**Task goal:**
All pictures are to be dropped, and everything else in the data duplicated exactly.

• • • • • • •

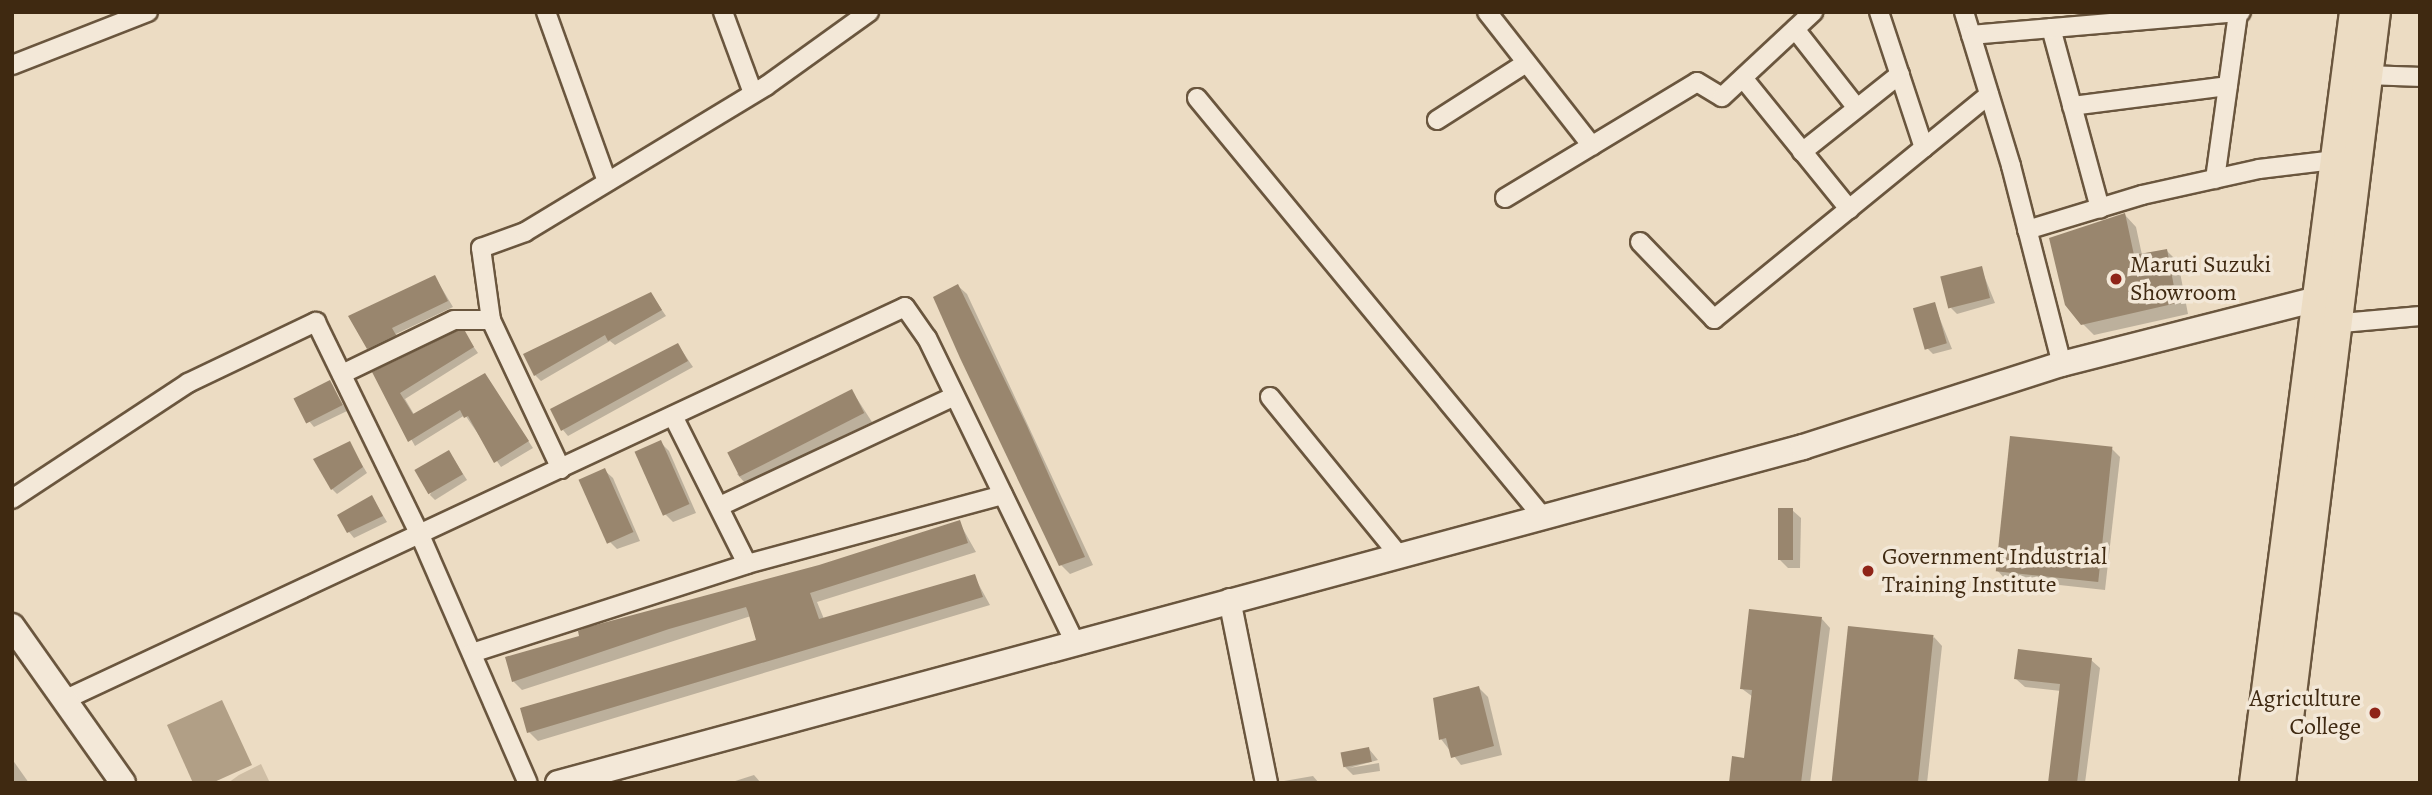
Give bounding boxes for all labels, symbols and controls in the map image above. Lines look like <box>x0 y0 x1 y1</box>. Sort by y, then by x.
place label: Maruti Suzuki Showroom <box>2130 251 2271 307</box>
marker: Maruti Suzuki Showroom <box>2108 271 2124 287</box>
place label: Government Industrial Training Institute <box>1882 543 2107 599</box>
marker: Government Industrial Training Institute <box>1860 563 1876 579</box>
place label: Agriculture College <box>2249 685 2361 741</box>
marker: Agriculture College <box>2367 705 2383 721</box>

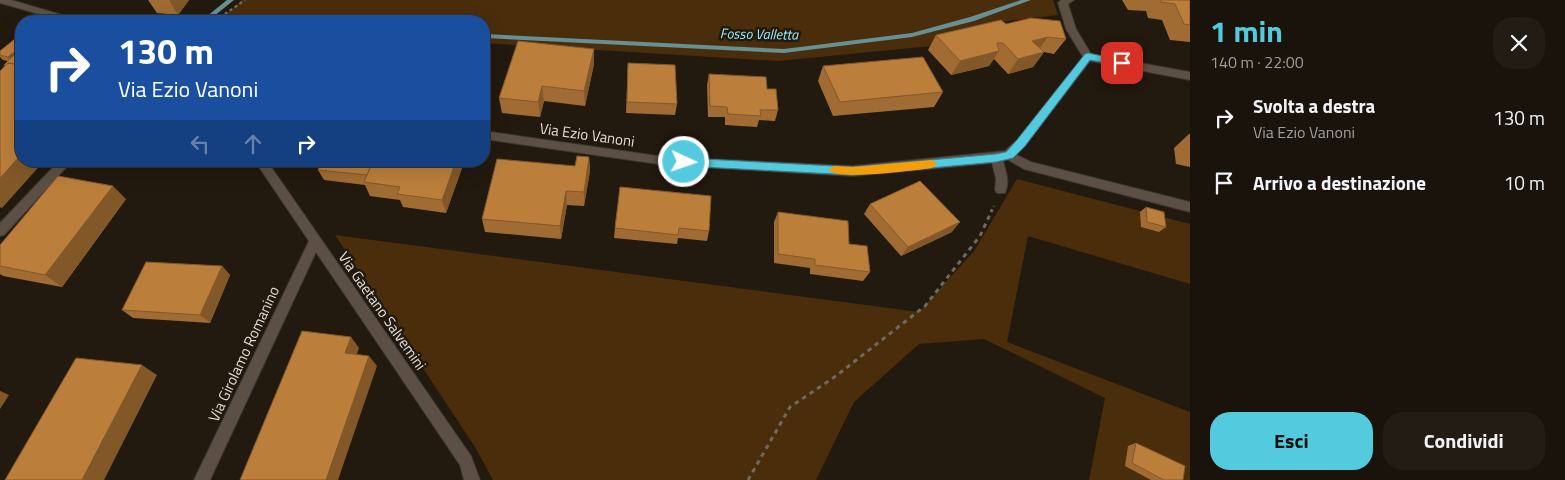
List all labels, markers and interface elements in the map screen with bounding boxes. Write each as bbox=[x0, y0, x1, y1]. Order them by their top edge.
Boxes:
text: 1 min bbox=[1210, 8, 1283, 54]
button: close bbox=[1493, 17, 1545, 69]
water label: Fosso Valletta bbox=[720, 22, 799, 45]
text: 130 m bbox=[118, 24, 214, 78]
icon: right bbox=[35, 35, 100, 100]
pin bbox=[1101, 42, 1143, 84]
icon: arrive bbox=[1108, 49, 1136, 77]
text: 140 m · 22:00 bbox=[1210, 50, 1304, 74]
text: Via Ezio Vanoni bbox=[118, 72, 258, 106]
text: Svolta a destra bbox=[1253, 91, 1375, 120]
text: 130 m bbox=[1493, 103, 1545, 132]
icon: right bbox=[1210, 104, 1238, 132]
street label: Via Ezio Vanoni bbox=[538, 116, 636, 153]
text: Via Ezio Vanoni bbox=[1253, 120, 1355, 144]
icon: left bbox=[186, 130, 214, 158]
icon: ahead bbox=[239, 130, 267, 158]
icon: right bbox=[292, 130, 320, 158]
position arrow bbox=[657, 135, 709, 187]
text: Arrivo a destinazione bbox=[1253, 168, 1426, 197]
text: 10 m bbox=[1504, 168, 1545, 197]
icon: arrive bbox=[1210, 169, 1238, 197]
street label: Via Gaetano Salvemini bbox=[333, 247, 432, 375]
street label: Via Girolamo Romanino bbox=[202, 282, 285, 425]
button: Esci bbox=[1210, 412, 1373, 470]
button: Condividi bbox=[1383, 412, 1545, 470]

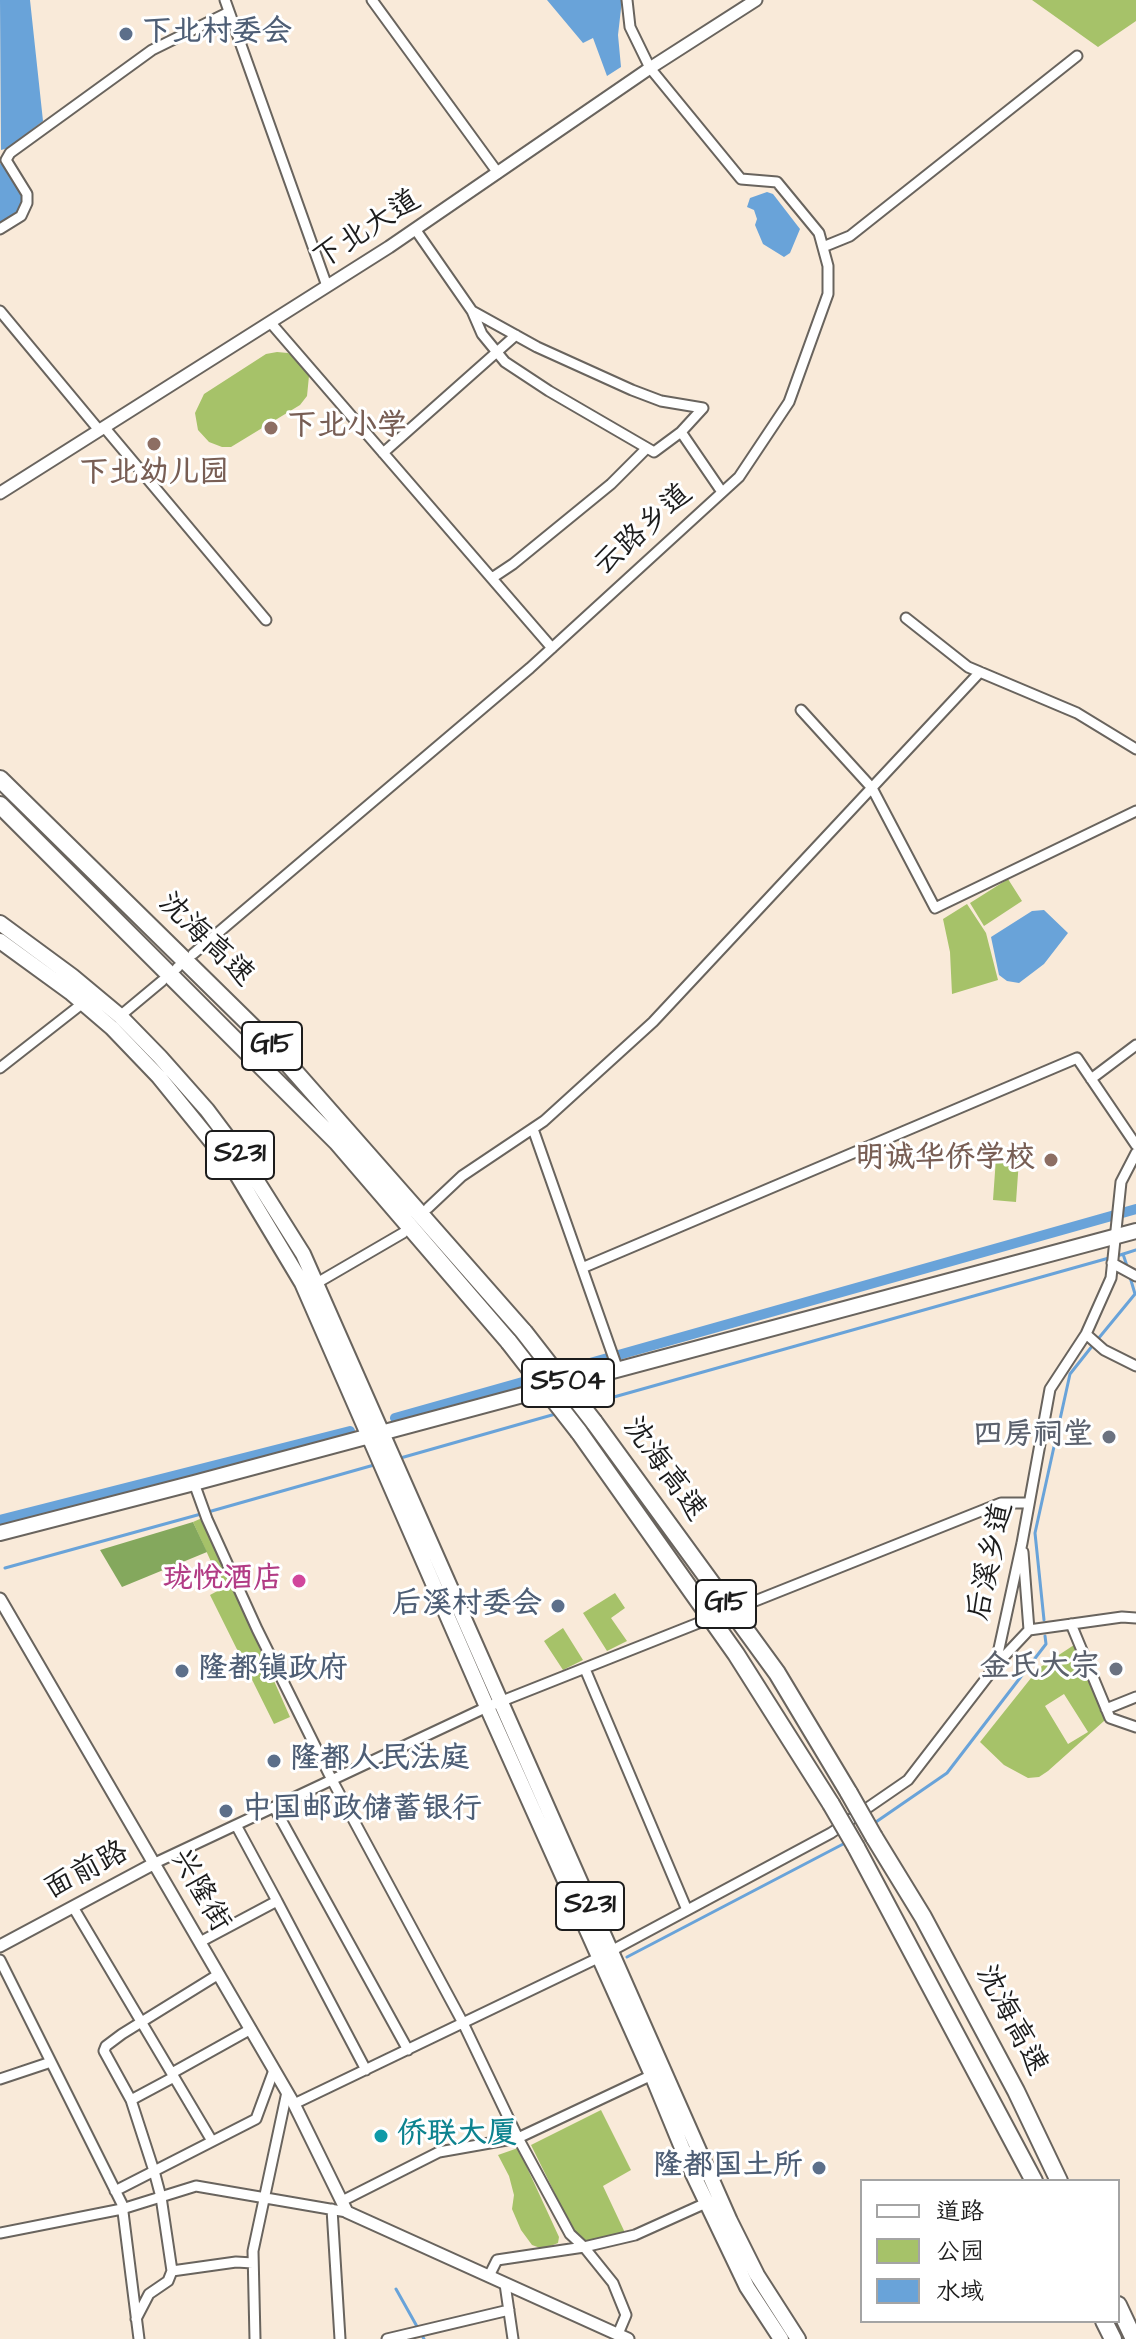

• • • • • • •

**Exercise output:**
Give bounding boxes for all labels, symbols and controls in the map image above. Lines look like <box>x0 y0 x1 y1</box>. Sort by y, then by x.
place label: Maruti Suzuki Showroom <box>2130 251 2271 307</box>
marker: Maruti Suzuki Showroom <box>2108 271 2124 287</box>
place label: Government Industrial Training Institute <box>1882 543 2107 599</box>
marker: Government Industrial Training Institute <box>1860 563 1876 579</box>
place label: Agriculture College <box>2249 685 2361 741</box>
marker: Agriculture College <box>2367 705 2383 721</box>

List all labels, markers and interface elements in the map screen with bounding boxes. Write each as bbox=[x0, y0, x1, y1]. Order them by their top edge.
Boxes:
text: 1 min bbox=[1210, 8, 1283, 54]
button: close bbox=[1493, 17, 1545, 69]
water label: Fosso Valletta bbox=[720, 22, 799, 45]
text: 130 m bbox=[118, 24, 214, 78]
icon: right bbox=[35, 35, 100, 100]
pin bbox=[1101, 42, 1143, 84]
icon: arrive bbox=[1108, 49, 1136, 77]
text: 140 m · 22:00 bbox=[1210, 50, 1304, 74]
text: Via Ezio Vanoni bbox=[118, 72, 258, 106]
text: Svolta a destra bbox=[1253, 91, 1375, 120]
text: 130 m bbox=[1493, 103, 1545, 132]
icon: right bbox=[1210, 104, 1238, 132]
street label: Via Ezio Vanoni bbox=[538, 116, 636, 153]
text: Via Ezio Vanoni bbox=[1253, 120, 1355, 144]
icon: left bbox=[186, 130, 214, 158]
icon: ahead bbox=[239, 130, 267, 158]
icon: right bbox=[292, 130, 320, 158]
position arrow bbox=[657, 135, 709, 187]
text: Arrivo a destinazione bbox=[1253, 168, 1426, 197]
text: 10 m bbox=[1504, 168, 1545, 197]
icon: arrive bbox=[1210, 169, 1238, 197]
street label: Via Gaetano Salvemini bbox=[333, 247, 432, 375]
street label: Via Girolamo Romanino bbox=[202, 282, 285, 425]
button: Esci bbox=[1210, 412, 1373, 470]
button: Condividi bbox=[1383, 412, 1545, 470]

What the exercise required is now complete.